## YOUR INSTRUCTIONS:
Copying each record below exactly is the whole task.

◇ ◇ ◇ ◇ ◇ ◇ ◇

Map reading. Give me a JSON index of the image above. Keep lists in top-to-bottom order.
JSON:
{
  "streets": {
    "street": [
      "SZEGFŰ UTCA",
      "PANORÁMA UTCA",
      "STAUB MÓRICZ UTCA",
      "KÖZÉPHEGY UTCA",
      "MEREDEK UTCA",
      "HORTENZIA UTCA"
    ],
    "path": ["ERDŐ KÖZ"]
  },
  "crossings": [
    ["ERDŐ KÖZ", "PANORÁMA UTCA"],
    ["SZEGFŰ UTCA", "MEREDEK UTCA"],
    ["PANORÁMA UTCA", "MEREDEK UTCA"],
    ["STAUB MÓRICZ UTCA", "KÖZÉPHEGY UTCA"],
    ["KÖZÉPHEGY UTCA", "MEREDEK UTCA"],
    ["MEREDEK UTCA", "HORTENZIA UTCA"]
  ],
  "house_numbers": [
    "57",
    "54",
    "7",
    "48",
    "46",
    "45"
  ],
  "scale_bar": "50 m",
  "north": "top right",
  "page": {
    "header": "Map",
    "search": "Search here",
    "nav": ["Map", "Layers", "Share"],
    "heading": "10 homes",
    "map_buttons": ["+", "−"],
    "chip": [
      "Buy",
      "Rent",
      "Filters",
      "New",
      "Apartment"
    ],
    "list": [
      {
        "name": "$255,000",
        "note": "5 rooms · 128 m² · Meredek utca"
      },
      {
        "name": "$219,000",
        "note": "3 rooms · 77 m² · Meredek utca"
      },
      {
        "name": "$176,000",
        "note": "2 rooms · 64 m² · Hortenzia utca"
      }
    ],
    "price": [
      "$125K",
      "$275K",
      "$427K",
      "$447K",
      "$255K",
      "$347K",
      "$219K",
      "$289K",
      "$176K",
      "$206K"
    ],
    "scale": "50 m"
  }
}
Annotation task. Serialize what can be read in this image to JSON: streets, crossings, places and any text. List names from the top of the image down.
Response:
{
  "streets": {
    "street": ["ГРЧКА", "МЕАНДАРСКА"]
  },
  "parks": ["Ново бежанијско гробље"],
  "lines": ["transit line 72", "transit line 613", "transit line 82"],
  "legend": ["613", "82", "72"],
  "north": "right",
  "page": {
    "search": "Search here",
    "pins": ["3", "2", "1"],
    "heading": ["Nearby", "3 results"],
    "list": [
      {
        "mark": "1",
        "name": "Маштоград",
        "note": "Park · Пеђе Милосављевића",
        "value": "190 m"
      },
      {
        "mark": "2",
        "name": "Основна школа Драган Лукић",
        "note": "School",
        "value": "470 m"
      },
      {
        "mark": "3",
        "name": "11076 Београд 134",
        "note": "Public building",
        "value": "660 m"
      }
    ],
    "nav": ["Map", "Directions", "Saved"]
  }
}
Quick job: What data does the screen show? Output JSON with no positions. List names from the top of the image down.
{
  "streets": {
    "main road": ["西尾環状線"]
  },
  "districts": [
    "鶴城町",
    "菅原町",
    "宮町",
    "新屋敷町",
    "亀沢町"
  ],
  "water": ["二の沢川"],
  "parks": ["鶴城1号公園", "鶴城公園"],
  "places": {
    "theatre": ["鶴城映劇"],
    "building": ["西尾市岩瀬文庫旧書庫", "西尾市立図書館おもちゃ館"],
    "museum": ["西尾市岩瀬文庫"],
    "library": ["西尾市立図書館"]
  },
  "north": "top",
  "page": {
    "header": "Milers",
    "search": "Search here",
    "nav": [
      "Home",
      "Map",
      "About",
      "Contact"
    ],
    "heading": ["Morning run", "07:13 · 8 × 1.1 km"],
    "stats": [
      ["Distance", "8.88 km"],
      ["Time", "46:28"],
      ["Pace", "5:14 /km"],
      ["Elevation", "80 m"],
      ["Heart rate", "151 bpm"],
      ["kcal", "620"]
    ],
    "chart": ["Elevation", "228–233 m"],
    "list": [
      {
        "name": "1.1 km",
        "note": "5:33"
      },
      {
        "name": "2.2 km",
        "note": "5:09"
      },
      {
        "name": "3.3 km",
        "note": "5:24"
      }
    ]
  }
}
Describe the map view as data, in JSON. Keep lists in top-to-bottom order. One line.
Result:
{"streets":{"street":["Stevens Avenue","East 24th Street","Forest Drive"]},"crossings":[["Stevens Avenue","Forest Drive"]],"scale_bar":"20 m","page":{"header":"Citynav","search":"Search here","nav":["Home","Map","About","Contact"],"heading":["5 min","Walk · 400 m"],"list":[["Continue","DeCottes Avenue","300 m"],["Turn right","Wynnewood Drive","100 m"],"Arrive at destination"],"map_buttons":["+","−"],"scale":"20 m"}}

◇ ◇ ◇ ◇ ◇ ◇ ◇

## OUTPUT BELOW:
Map reading. Give me a JSON index of the image above. Keep lists in top-to-bottom order.
JSON:
{
  "streets": {
    "street": [
      "SZEGFŰ UTCA",
      "PANORÁMA UTCA",
      "STAUB MÓRICZ UTCA",
      "KÖZÉPHEGY UTCA",
      "MEREDEK UTCA",
      "HORTENZIA UTCA"
    ],
    "path": ["ERDŐ KÖZ"]
  },
  "crossings": [
    ["ERDŐ KÖZ", "PANORÁMA UTCA"],
    ["SZEGFŰ UTCA", "MEREDEK UTCA"],
    ["PANORÁMA UTCA", "MEREDEK UTCA"],
    ["STAUB MÓRICZ UTCA", "KÖZÉPHEGY UTCA"],
    ["KÖZÉPHEGY UTCA", "MEREDEK UTCA"],
    ["MEREDEK UTCA", "HORTENZIA UTCA"]
  ],
  "house_numbers": [
    "57",
    "54",
    "7",
    "48",
    "46",
    "45"
  ],
  "scale_bar": "50 m",
  "north": "top right",
  "page": {
    "header": "Map",
    "search": "Search here",
    "nav": ["Map", "Layers", "Share"],
    "heading": "10 homes",
    "map_buttons": ["+", "−"],
    "chip": [
      "Buy",
      "Rent",
      "Filters",
      "New",
      "Apartment"
    ],
    "list": [
      {
        "name": "$255,000",
        "note": "5 rooms · 128 m² · Meredek utca"
      },
      {
        "name": "$219,000",
        "note": "3 rooms · 77 m² · Meredek utca"
      },
      {
        "name": "$176,000",
        "note": "2 rooms · 64 m² · Hortenzia utca"
      }
    ],
    "price": [
      "$125K",
      "$275K",
      "$427K",
      "$447K",
      "$255K",
      "$347K",
      "$219K",
      "$289K",
      "$176K",
      "$206K"
    ],
    "scale": "50 m"
  }
}
Annotation task. Serialize what can be read in this image to JSON: streets, crossings, places and any text. List names from the top of the image down.
Response:
{
  "streets": {
    "street": ["ГРЧКА", "МЕАНДАРСКА"]
  },
  "parks": ["Ново бежанијско гробље"],
  "lines": ["transit line 72", "transit line 613", "transit line 82"],
  "legend": ["613", "82", "72"],
  "north": "right",
  "page": {
    "search": "Search here",
    "pins": ["3", "2", "1"],
    "heading": ["Nearby", "3 results"],
    "list": [
      {
        "mark": "1",
        "name": "Маштоград",
        "note": "Park · Пеђе Милосављевића",
        "value": "190 m"
      },
      {
        "mark": "2",
        "name": "Основна школа Драган Лукић",
        "note": "School",
        "value": "470 m"
      },
      {
        "mark": "3",
        "name": "11076 Београд 134",
        "note": "Public building",
        "value": "660 m"
      }
    ],
    "nav": ["Map", "Directions", "Saved"]
  }
}
Quick job: What data does the screen show? Output JSON with no positions. List names from the top of the image down.
{
  "streets": {
    "main road": ["西尾環状線"]
  },
  "districts": [
    "鶴城町",
    "菅原町",
    "宮町",
    "新屋敷町",
    "亀沢町"
  ],
  "water": ["二の沢川"],
  "parks": ["鶴城1号公園", "鶴城公園"],
  "places": {
    "theatre": ["鶴城映劇"],
    "building": ["西尾市岩瀬文庫旧書庫", "西尾市立図書館おもちゃ館"],
    "museum": ["西尾市岩瀬文庫"],
    "library": ["西尾市立図書館"]
  },
  "north": "top",
  "page": {
    "header": "Milers",
    "search": "Search here",
    "nav": [
      "Home",
      "Map",
      "About",
      "Contact"
    ],
    "heading": ["Morning run", "07:13 · 8 × 1.1 km"],
    "stats": [
      ["Distance", "8.88 km"],
      ["Time", "46:28"],
      ["Pace", "5:14 /km"],
      ["Elevation", "80 m"],
      ["Heart rate", "151 bpm"],
      ["kcal", "620"]
    ],
    "chart": ["Elevation", "228–233 m"],
    "list": [
      {
        "name": "1.1 km",
        "note": "5:33"
      },
      {
        "name": "2.2 km",
        "note": "5:09"
      },
      {
        "name": "3.3 km",
        "note": "5:24"
      }
    ]
  }
}
Describe the map view as data, in JSON. Keep lists in top-to-bottom order. One line.
Result:
{"streets":{"street":["Stevens Avenue","East 24th Street","Forest Drive"]},"crossings":[["Stevens Avenue","Forest Drive"]],"scale_bar":"20 m","page":{"header":"Citynav","search":"Search here","nav":["Home","Map","About","Contact"],"heading":["5 min","Walk · 400 m"],"list":[["Continue","DeCottes Avenue","300 m"],["Turn right","Wynnewood Drive","100 m"],"Arrive at destination"],"map_buttons":["+","−"],"scale":"20 m"}}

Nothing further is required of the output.